--- Material provided Enclosed Below ---
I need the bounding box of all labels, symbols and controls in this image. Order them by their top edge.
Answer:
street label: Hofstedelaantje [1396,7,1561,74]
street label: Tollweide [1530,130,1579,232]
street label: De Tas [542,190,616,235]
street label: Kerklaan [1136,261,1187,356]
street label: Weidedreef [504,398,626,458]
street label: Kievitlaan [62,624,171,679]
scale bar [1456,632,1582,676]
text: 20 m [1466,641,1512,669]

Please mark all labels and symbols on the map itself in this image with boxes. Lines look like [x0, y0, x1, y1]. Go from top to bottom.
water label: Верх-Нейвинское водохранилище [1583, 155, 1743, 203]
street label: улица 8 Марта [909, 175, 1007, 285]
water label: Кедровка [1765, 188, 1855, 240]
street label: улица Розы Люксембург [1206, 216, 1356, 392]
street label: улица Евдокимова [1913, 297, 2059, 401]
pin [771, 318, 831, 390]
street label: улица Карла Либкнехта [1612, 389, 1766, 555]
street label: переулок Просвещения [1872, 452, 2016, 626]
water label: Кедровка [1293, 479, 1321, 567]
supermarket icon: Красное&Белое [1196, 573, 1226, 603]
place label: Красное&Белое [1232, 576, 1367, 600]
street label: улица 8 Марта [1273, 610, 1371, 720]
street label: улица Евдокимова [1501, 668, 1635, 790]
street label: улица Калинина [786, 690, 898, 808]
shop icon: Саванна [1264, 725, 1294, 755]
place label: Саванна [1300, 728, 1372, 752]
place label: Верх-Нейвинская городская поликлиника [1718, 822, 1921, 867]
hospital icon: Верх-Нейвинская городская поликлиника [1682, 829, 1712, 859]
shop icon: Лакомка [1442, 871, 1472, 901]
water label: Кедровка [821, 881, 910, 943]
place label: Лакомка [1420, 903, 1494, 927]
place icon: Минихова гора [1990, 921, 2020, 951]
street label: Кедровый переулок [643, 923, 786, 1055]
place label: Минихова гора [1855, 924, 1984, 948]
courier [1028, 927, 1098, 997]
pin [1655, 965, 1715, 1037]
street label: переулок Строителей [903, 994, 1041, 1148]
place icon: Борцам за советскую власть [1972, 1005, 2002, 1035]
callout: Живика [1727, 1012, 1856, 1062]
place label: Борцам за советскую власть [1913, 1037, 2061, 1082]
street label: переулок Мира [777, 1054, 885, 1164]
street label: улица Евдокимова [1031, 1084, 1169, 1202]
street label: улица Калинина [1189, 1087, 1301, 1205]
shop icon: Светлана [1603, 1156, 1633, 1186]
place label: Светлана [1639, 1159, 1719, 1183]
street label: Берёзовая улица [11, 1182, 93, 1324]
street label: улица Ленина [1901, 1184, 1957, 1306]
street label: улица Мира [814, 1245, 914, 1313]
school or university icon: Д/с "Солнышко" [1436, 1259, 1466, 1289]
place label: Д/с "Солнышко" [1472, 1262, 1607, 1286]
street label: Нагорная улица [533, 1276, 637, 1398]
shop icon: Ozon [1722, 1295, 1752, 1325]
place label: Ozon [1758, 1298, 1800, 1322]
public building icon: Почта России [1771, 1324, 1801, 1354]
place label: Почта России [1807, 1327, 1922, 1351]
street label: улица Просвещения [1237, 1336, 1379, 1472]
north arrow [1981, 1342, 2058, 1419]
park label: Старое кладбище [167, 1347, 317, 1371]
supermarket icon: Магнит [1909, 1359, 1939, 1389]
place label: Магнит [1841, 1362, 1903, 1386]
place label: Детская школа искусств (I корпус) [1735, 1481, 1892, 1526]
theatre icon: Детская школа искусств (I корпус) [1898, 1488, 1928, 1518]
--- End of Enclosed Material provided ---
What to do:
All of the entries should be output exactly as they appear above.

Response area:
I need the bounding box of all labels, symbols and controls in this image. Order them by their top edge.
Answer:
street label: Hofstedelaantje [1396,7,1561,74]
street label: Tollweide [1530,130,1579,232]
street label: De Tas [542,190,616,235]
street label: Kerklaan [1136,261,1187,356]
street label: Weidedreef [504,398,626,458]
street label: Kievitlaan [62,624,171,679]
scale bar [1456,632,1582,676]
text: 20 m [1466,641,1512,669]

Please mark all labels and symbols on the map itself in this image with boxes. Lines look like [x0, y0, x1, y1]. Go from top to bottom.
water label: Верх-Нейвинское водохранилище [1583, 155, 1743, 203]
street label: улица 8 Марта [909, 175, 1007, 285]
water label: Кедровка [1765, 188, 1855, 240]
street label: улица Розы Люксембург [1206, 216, 1356, 392]
street label: улица Евдокимова [1913, 297, 2059, 401]
pin [771, 318, 831, 390]
street label: улица Карла Либкнехта [1612, 389, 1766, 555]
street label: переулок Просвещения [1872, 452, 2016, 626]
water label: Кедровка [1293, 479, 1321, 567]
supermarket icon: Красное&Белое [1196, 573, 1226, 603]
place label: Красное&Белое [1232, 576, 1367, 600]
street label: улица 8 Марта [1273, 610, 1371, 720]
street label: улица Евдокимова [1501, 668, 1635, 790]
street label: улица Калинина [786, 690, 898, 808]
shop icon: Саванна [1264, 725, 1294, 755]
place label: Саванна [1300, 728, 1372, 752]
place label: Верх-Нейвинская городская поликлиника [1718, 822, 1921, 867]
hospital icon: Верх-Нейвинская городская поликлиника [1682, 829, 1712, 859]
shop icon: Лакомка [1442, 871, 1472, 901]
water label: Кедровка [821, 881, 910, 943]
place label: Лакомка [1420, 903, 1494, 927]
place icon: Минихова гора [1990, 921, 2020, 951]
street label: Кедровый переулок [643, 923, 786, 1055]
place label: Минихова гора [1855, 924, 1984, 948]
courier [1028, 927, 1098, 997]
pin [1655, 965, 1715, 1037]
street label: переулок Строителей [903, 994, 1041, 1148]
place icon: Борцам за советскую власть [1972, 1005, 2002, 1035]
callout: Живика [1727, 1012, 1856, 1062]
place label: Борцам за советскую власть [1913, 1037, 2061, 1082]
street label: переулок Мира [777, 1054, 885, 1164]
street label: улица Евдокимова [1031, 1084, 1169, 1202]
street label: улица Калинина [1189, 1087, 1301, 1205]
shop icon: Светлана [1603, 1156, 1633, 1186]
place label: Светлана [1639, 1159, 1719, 1183]
street label: Берёзовая улица [11, 1182, 93, 1324]
street label: улица Ленина [1901, 1184, 1957, 1306]
street label: улица Мира [814, 1245, 914, 1313]
school or university icon: Д/с "Солнышко" [1436, 1259, 1466, 1289]
place label: Д/с "Солнышко" [1472, 1262, 1607, 1286]
street label: Нагорная улица [533, 1276, 637, 1398]
shop icon: Ozon [1722, 1295, 1752, 1325]
place label: Ozon [1758, 1298, 1800, 1322]
public building icon: Почта России [1771, 1324, 1801, 1354]
place label: Почта России [1807, 1327, 1922, 1351]
street label: улица Просвещения [1237, 1336, 1379, 1472]
north arrow [1981, 1342, 2058, 1419]
park label: Старое кладбище [167, 1347, 317, 1371]
supermarket icon: Магнит [1909, 1359, 1939, 1389]
place label: Магнит [1841, 1362, 1903, 1386]
place label: Детская школа искусств (I корпус) [1735, 1481, 1892, 1526]
theatre icon: Детская школа искусств (I корпус) [1898, 1488, 1928, 1518]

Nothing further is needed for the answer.